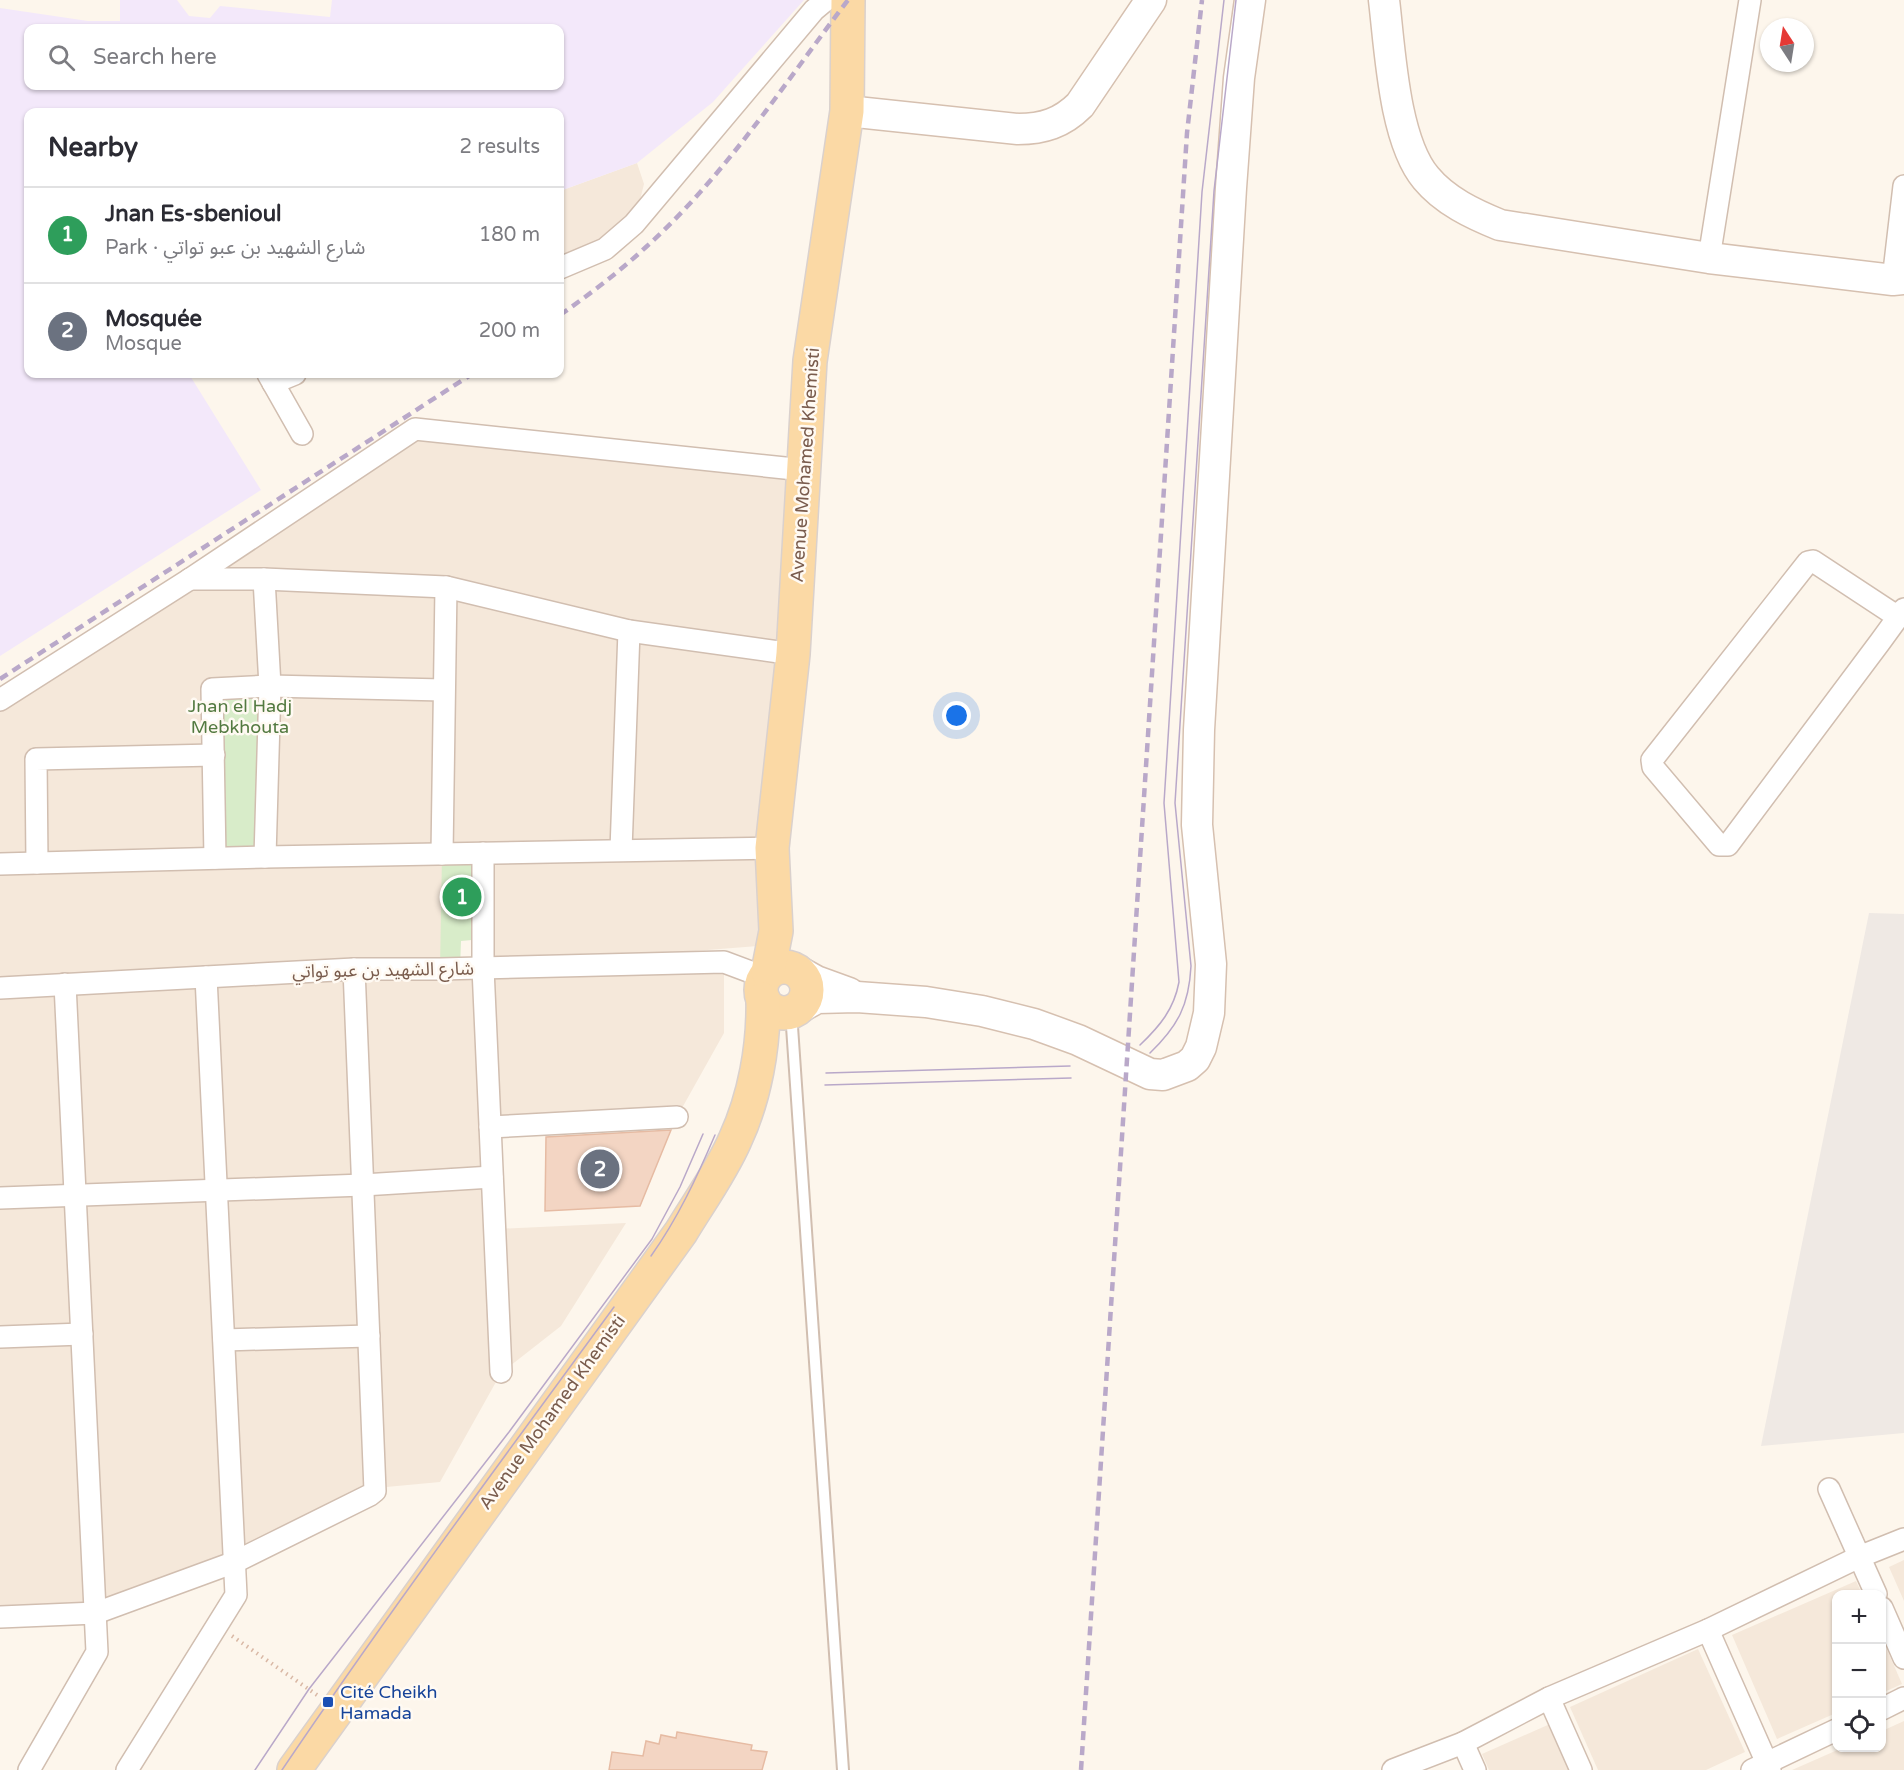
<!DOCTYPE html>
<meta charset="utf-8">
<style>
body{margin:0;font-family:"Varela Round","Noto Sans Arabic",sans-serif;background:#f7f7f7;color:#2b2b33}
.controls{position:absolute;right:18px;bottom:18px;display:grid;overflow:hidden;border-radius:12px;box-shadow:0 2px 4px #0004}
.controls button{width:54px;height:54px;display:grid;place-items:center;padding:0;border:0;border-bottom:2px solid #e1e1e2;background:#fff;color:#2b2b33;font:30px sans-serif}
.compass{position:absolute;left:1760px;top:18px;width:54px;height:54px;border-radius:50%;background:#fff;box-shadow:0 2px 4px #0004;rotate:348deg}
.you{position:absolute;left:957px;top:716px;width:21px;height:21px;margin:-15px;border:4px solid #fff;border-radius:50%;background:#1a73e8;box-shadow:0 0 0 9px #1a73e833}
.badge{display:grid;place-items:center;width:39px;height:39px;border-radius:50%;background:#e76f51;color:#fff;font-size:20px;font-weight:700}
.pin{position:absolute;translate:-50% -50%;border:3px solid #fff;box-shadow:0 2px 6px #0006}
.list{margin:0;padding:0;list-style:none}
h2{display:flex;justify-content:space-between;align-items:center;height:78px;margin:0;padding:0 24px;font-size:26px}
h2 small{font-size:20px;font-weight:400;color:#7c7c81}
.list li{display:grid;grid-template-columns:39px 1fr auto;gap:18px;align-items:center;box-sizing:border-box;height:96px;padding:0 24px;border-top:2px solid #e1e1e2}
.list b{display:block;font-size:22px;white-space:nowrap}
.list p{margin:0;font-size:20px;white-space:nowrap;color:#7c7c81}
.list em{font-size:20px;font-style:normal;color:#7c7c81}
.icon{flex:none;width:33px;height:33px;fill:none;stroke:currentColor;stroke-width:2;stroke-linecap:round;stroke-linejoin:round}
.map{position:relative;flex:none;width:1904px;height:1770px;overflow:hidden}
.search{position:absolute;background:#fff;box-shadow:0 2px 4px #0004;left:24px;top:24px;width:540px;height:66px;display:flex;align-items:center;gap:15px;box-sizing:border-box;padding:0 21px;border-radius:12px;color:#7c7c81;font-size:22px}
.panel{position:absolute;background:#fff;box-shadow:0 2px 4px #0004;left:24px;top:108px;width:540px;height:270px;border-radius:12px}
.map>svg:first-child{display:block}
.residential{fill:#f5e8da;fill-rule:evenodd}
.industrial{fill:#efe9e4}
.education{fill:#f3e8fa;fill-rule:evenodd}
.green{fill:#d8ecc9}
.building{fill:#f3d5c3;stroke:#e6bba3;stroke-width:1.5}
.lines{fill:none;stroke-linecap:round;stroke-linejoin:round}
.lane-casing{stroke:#d1beb0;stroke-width:14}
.street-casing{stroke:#d1beb0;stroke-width:24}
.secondary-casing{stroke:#d6c0b0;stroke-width:33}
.primary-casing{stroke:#dad1cd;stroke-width:36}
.path{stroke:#d9b8a5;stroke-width:4;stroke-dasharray:1.5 4.5;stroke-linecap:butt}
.lane{stroke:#fff;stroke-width:10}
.street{stroke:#fff;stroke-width:21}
.secondary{stroke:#fff;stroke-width:30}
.primary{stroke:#fbd9a5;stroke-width:33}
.tram{stroke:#b9a8c9;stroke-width:1.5}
.rail{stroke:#b9a8c9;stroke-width:4.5;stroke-dasharray:9 6;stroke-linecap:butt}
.transit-dot{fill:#1a4fb4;stroke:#fffaf3;stroke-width:2}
.labels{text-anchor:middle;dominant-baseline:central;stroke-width:5;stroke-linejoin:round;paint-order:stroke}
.street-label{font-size:18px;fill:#7a5c4d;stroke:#fffaf3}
.park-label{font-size:18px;fill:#537a41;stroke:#fffaf3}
.transit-label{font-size:18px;fill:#164399;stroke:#fffaf3;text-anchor:start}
</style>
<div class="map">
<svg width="1904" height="1770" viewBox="0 0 1904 1770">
<rect width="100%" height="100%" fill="#fdf6ec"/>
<!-- residential -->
<g class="residential">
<polygon points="637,163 644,184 634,224 560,268 560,191"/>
<path d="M415,429L804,470L793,654L758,946L492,967L724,971V1033L677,1117L490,1128L495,1229L626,1223L561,1326L501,1373L440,1482L354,1490L218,1563L79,1617L0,1621V700ZM482,853L483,968L440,969Z"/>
<polygon points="1904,1560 1904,1601 1889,1567"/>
<polygon points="1856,1581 1862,1594 1836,1594 1836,1713 1777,1739 1732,1635"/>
<polygon points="1882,1638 1902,1684 1882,1693"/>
<polygon points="1698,1649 1745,1752 1706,1770 1598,1770 1570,1707"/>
<polygon points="1904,1721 1904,1770 1792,1770 1842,1748 1882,1748 1882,1731"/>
<polygon points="1550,1724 1570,1770 1489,1770 1482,1754"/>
</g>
<!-- industrial -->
<polygon class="industrial" points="1869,913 1904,914 1904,1433 1761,1446"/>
<!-- education -->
<path class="education" d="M120,0H177L189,16L210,18L220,6L330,17L332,0H804L713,102L637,163L560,191V112H28V374H189L261,490L0,656V8L88,21H120ZM28,28H560V86H28Z"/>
<!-- green -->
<g class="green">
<polygon points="270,686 265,857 215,858 212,689"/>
<polygon points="483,853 483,939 461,941 460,968 440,969 442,854"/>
</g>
<!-- building -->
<g class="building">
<polygon points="671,1130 640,1206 545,1211 546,1137"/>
<polygon points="677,1732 752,1745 751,1750 767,1752 762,1770 609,1770 612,1752 643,1756 646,1741 659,1744 661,1735 676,1738"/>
</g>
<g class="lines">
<defs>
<polyline id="lane" points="791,1012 843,1770"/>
<g id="street">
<polyline points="1709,258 1750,0"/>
<polyline points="560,268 605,249 634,224 814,10 826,0"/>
<polyline points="1893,280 1904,186"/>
<polyline points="268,374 302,434"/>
<polyline points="273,383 295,374"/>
<polyline points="190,579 264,579 446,587 629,631 793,654"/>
<polyline points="264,579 270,686 265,857"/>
<polyline points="1898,617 1813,561 1808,562 1652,760 1653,767 1719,845 1728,845 1880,642 1904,609"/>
<polyline points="0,700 190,579 415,429 804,470"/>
<polyline points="621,850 629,631"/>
<polyline points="483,853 483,968 501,1372"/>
<polyline points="442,854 446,587"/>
<polyline points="215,858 212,689 270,686 443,690"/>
<polyline points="37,863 36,759 214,755"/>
<polyline points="0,864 265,857 772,848"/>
<polyline points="0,988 354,969 440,969 724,962 764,977"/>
<polyline points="490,1127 677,1117"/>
<polyline points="0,1198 363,1185 492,1177"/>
<polyline points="0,1337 82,1334"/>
<polyline points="224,1340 369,1336"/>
<polyline points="1829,1489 1876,1594"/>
<polyline points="1882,1608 1904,1658"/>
<polyline points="0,1617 96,1613 235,1562 370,1495 375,1491 354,969"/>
<polyline points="1708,1630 1770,1770"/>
<polyline points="1549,1698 1581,1770"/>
<polyline points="1882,1709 1904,1698"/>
<polyline points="1463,1743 1475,1770"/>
<polyline points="29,1770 97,1652 65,984"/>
<polyline points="127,1770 236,1595 206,977"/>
<polyline points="1393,1770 1463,1743 1549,1698 1708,1630 1859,1557 1904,1539"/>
<polyline points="1752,1770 1836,1730"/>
</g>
<g id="secondary">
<path d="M1384,0C1390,50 1394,140 1426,178C1445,201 1473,214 1500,225L1709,258L1893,280L1904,279"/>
<path d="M847,111L1018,129C1043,129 1062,123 1080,105L1151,0"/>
<polyline points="798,971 816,981 849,993"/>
<polyline points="797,1009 817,998 857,997 926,1002 982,1011 1034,1024 1078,1040 1150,1074 1163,1075 1187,1066 1195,1059 1201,1047 1209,1013 1211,964 1197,825 1199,730 1231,188 1239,78 1250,0"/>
</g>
<g id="primary">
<circle cx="784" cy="990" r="23"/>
<polyline points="768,972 776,931 772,848 793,654 810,361 847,111 848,0"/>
<path d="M294,1770L681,1232C699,1202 721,1172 735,1140C755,1097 764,1046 763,999"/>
</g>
</defs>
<!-- lane casing -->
<use href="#lane" class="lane-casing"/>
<!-- street casing -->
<use href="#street" class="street-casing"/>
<!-- secondary casing -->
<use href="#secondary" class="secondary-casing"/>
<!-- primary casing -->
<use href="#primary" class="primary-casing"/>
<!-- path -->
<polyline class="path" points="232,1636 317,1695"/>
<!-- lane -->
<use href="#lane" class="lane"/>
<!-- street -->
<use href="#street" class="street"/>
<!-- secondary -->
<use href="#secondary" class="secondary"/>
<!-- primary -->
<use href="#primary" class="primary"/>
<!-- tram -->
<g class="tram">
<path d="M1140,1045C1160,1026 1174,1009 1179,982L1164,803L1202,192L1224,0"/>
<path d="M1150,1053C1178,1026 1189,1005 1191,966L1175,803L1214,191L1236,0"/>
<polyline points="826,1073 1070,1066"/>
<polyline points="825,1085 1071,1078"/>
<path d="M651,1256C678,1218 697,1177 715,1135"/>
<polyline points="255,1770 309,1689 509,1432 652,1239 680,1187 703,1134"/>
<path d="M282,1770C388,1613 502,1460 614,1307"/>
</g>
<!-- rail -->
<g class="rail">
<path d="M560,315C590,294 619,272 646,247C725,176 784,84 848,0"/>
<polyline points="0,679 472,374"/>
<polyline points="1081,1770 1187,133 1202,0"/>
</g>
</g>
<!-- markers -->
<rect class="transit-dot" x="322" y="1696" width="12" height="12" rx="3"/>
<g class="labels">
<!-- street labels -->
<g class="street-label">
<text transform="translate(805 465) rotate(-86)">Avenue Mohamed Khemisti</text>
<text transform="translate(383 970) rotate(-1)">شارع الشهيد بن عبو تواتي</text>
<text transform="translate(552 1412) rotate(-54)">Avenue Mohamed Khemisti</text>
</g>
<!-- park labels -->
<g class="park-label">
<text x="240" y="706">Jnan el Hadj<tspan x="240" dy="21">Mebkhouta</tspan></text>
</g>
<!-- transit labels -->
<g class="transit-label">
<text x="340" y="1692">Cité Cheikh<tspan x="340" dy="21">Hamada</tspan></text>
</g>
</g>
</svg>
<div class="controls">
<button>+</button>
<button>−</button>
<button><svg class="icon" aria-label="locate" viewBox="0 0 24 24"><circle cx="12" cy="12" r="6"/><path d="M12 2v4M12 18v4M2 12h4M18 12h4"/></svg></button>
</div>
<svg class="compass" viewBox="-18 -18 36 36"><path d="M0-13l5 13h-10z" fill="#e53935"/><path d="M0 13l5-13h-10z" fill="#7c7c81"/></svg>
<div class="you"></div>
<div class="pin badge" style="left:462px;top:897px;background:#2e9e5b">1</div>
<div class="pin badge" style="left:600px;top:1169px;background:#6b7280">2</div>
<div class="search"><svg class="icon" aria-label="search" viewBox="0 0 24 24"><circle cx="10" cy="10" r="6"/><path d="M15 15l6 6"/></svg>Search here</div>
<section class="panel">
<h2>Nearby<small>2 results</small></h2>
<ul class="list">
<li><span class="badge" style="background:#2e9e5b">1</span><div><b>Jnan Es-sbenioul</b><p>Park · شارع الشهيد بن عبو تواتي</p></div><em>180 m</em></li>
<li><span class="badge" style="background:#6b7280">2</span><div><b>Mosquée</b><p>Mosque</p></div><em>200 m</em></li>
</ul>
</section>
</div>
------------------------------------------------
● **EXERCISE PROMPT**
Each line of the data that has the string "lines" counts once; give the total and nothing else.

● **RESPONSE BELOW**
2